Dataset entries:
################

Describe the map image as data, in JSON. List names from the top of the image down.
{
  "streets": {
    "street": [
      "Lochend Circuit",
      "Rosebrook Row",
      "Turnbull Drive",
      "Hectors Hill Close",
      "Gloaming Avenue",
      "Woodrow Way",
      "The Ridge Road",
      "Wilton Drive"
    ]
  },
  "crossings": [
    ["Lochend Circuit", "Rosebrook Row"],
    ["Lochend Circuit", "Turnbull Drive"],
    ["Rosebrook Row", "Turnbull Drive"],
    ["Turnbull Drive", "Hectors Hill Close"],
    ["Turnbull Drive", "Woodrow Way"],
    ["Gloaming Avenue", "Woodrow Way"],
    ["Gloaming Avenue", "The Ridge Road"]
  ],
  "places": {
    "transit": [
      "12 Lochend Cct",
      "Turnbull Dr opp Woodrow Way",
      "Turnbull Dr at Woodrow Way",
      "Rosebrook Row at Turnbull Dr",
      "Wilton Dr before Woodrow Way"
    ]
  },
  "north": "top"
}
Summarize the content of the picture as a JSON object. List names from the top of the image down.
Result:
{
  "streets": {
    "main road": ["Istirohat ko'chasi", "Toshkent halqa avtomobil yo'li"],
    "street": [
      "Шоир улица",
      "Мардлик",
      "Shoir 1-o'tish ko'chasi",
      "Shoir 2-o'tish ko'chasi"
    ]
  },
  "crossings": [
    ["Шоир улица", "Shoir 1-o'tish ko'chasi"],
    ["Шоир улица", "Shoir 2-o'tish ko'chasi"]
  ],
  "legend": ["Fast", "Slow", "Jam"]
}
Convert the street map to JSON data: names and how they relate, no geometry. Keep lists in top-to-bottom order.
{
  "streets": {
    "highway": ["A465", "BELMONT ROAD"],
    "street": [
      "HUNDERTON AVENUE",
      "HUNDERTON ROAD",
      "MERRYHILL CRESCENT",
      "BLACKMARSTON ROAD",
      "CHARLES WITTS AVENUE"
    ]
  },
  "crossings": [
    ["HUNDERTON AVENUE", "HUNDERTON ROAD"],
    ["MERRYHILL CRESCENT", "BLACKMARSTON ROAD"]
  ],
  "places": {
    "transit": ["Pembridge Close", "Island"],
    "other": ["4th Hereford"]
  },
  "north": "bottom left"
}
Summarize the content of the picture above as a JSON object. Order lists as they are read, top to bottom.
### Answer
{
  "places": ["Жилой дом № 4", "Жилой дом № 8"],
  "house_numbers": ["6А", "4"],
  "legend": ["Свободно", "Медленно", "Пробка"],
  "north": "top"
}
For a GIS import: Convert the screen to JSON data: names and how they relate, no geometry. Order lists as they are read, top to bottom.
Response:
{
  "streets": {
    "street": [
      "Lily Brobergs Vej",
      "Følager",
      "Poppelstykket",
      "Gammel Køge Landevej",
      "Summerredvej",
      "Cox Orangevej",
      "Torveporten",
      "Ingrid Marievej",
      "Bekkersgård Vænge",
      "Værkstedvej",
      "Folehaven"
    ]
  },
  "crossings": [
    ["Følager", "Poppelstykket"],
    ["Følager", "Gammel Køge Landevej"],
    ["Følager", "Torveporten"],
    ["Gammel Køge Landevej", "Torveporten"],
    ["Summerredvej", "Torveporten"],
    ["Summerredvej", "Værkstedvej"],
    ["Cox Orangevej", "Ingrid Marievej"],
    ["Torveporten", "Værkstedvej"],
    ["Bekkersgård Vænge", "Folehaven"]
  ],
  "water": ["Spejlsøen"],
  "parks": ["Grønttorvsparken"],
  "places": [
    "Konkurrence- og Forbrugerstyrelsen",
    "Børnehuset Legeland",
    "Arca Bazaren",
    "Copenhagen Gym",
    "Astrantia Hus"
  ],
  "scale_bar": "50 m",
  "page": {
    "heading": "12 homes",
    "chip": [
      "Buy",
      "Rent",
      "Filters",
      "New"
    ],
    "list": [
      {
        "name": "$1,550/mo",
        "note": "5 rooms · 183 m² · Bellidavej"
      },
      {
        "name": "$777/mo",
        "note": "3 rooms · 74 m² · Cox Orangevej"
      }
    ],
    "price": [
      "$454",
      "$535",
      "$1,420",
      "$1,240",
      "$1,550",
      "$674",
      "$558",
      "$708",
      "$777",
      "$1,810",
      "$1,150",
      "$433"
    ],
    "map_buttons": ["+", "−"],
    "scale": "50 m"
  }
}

################

- What is expected -
Write the records out once more, exactly as shown.

- Solution to the problem -
Describe the map image as data, in JSON. List names from the top of the image down.
{
  "streets": {
    "street": [
      "Lochend Circuit",
      "Rosebrook Row",
      "Turnbull Drive",
      "Hectors Hill Close",
      "Gloaming Avenue",
      "Woodrow Way",
      "The Ridge Road",
      "Wilton Drive"
    ]
  },
  "crossings": [
    ["Lochend Circuit", "Rosebrook Row"],
    ["Lochend Circuit", "Turnbull Drive"],
    ["Rosebrook Row", "Turnbull Drive"],
    ["Turnbull Drive", "Hectors Hill Close"],
    ["Turnbull Drive", "Woodrow Way"],
    ["Gloaming Avenue", "Woodrow Way"],
    ["Gloaming Avenue", "The Ridge Road"]
  ],
  "places": {
    "transit": [
      "12 Lochend Cct",
      "Turnbull Dr opp Woodrow Way",
      "Turnbull Dr at Woodrow Way",
      "Rosebrook Row at Turnbull Dr",
      "Wilton Dr before Woodrow Way"
    ]
  },
  "north": "top"
}
Summarize the content of the picture as a JSON object. List names from the top of the image down.
Result:
{
  "streets": {
    "main road": ["Istirohat ko'chasi", "Toshkent halqa avtomobil yo'li"],
    "street": [
      "Шоир улица",
      "Мардлик",
      "Shoir 1-o'tish ko'chasi",
      "Shoir 2-o'tish ko'chasi"
    ]
  },
  "crossings": [
    ["Шоир улица", "Shoir 1-o'tish ko'chasi"],
    ["Шоир улица", "Shoir 2-o'tish ko'chasi"]
  ],
  "legend": ["Fast", "Slow", "Jam"]
}
Convert the street map to JSON data: names and how they relate, no geometry. Keep lists in top-to-bottom order.
{
  "streets": {
    "highway": ["A465", "BELMONT ROAD"],
    "street": [
      "HUNDERTON AVENUE",
      "HUNDERTON ROAD",
      "MERRYHILL CRESCENT",
      "BLACKMARSTON ROAD",
      "CHARLES WITTS AVENUE"
    ]
  },
  "crossings": [
    ["HUNDERTON AVENUE", "HUNDERTON ROAD"],
    ["MERRYHILL CRESCENT", "BLACKMARSTON ROAD"]
  ],
  "places": {
    "transit": ["Pembridge Close", "Island"],
    "other": ["4th Hereford"]
  },
  "north": "bottom left"
}
Summarize the content of the picture above as a JSON object. Order lists as they are read, top to bottom.
### Answer
{
  "places": ["Жилой дом № 4", "Жилой дом № 8"],
  "house_numbers": ["6А", "4"],
  "legend": ["Свободно", "Медленно", "Пробка"],
  "north": "top"
}
For a GIS import: Convert the screen to JSON data: names and how they relate, no geometry. Order lists as they are read, top to bottom.
Response:
{
  "streets": {
    "street": [
      "Lily Brobergs Vej",
      "Følager",
      "Poppelstykket",
      "Gammel Køge Landevej",
      "Summerredvej",
      "Cox Orangevej",
      "Torveporten",
      "Ingrid Marievej",
      "Bekkersgård Vænge",
      "Værkstedvej",
      "Folehaven"
    ]
  },
  "crossings": [
    ["Følager", "Poppelstykket"],
    ["Følager", "Gammel Køge Landevej"],
    ["Følager", "Torveporten"],
    ["Gammel Køge Landevej", "Torveporten"],
    ["Summerredvej", "Torveporten"],
    ["Summerredvej", "Værkstedvej"],
    ["Cox Orangevej", "Ingrid Marievej"],
    ["Torveporten", "Værkstedvej"],
    ["Bekkersgård Vænge", "Folehaven"]
  ],
  "water": ["Spejlsøen"],
  "parks": ["Grønttorvsparken"],
  "places": [
    "Konkurrence- og Forbrugerstyrelsen",
    "Børnehuset Legeland",
    "Arca Bazaren",
    "Copenhagen Gym",
    "Astrantia Hus"
  ],
  "scale_bar": "50 m",
  "page": {
    "heading": "12 homes",
    "chip": [
      "Buy",
      "Rent",
      "Filters",
      "New"
    ],
    "list": [
      {
        "name": "$1,550/mo",
        "note": "5 rooms · 183 m² · Bellidavej"
      },
      {
        "name": "$777/mo",
        "note": "3 rooms · 74 m² · Cox Orangevej"
      }
    ],
    "price": [
      "$454",
      "$535",
      "$1,420",
      "$1,240",
      "$1,550",
      "$674",
      "$558",
      "$708",
      "$777",
      "$1,810",
      "$1,150",
      "$433"
    ],
    "map_buttons": ["+", "−"],
    "scale": "50 m"
  }
}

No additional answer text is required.